[Exercise aim] All of the records must be set down again word for word.

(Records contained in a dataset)
○ ○ ○ ○

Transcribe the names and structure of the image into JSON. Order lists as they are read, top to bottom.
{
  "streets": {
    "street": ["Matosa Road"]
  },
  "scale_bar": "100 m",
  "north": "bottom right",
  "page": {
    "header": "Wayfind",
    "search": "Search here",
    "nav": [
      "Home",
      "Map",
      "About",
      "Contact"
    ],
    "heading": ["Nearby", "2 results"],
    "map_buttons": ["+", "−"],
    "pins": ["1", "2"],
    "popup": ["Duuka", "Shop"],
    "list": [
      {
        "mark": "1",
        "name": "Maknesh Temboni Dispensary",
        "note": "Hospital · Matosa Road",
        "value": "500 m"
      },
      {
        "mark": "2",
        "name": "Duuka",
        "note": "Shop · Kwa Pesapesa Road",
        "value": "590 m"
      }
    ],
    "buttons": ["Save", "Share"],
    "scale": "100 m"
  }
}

○ ○ ○ ○

[Task response]
Transcribe the names and structure of the image into JSON. Order lists as they are read, top to bottom.
{
  "streets": {
    "street": ["Matosa Road"]
  },
  "scale_bar": "100 m",
  "north": "bottom right",
  "page": {
    "header": "Wayfind",
    "search": "Search here",
    "nav": [
      "Home",
      "Map",
      "About",
      "Contact"
    ],
    "heading": ["Nearby", "2 results"],
    "map_buttons": ["+", "−"],
    "pins": ["1", "2"],
    "popup": ["Duuka", "Shop"],
    "list": [
      {
        "mark": "1",
        "name": "Maknesh Temboni Dispensary",
        "note": "Hospital · Matosa Road",
        "value": "500 m"
      },
      {
        "mark": "2",
        "name": "Duuka",
        "note": "Shop · Kwa Pesapesa Road",
        "value": "590 m"
      }
    ],
    "buttons": ["Save", "Share"],
    "scale": "100 m"
  }
}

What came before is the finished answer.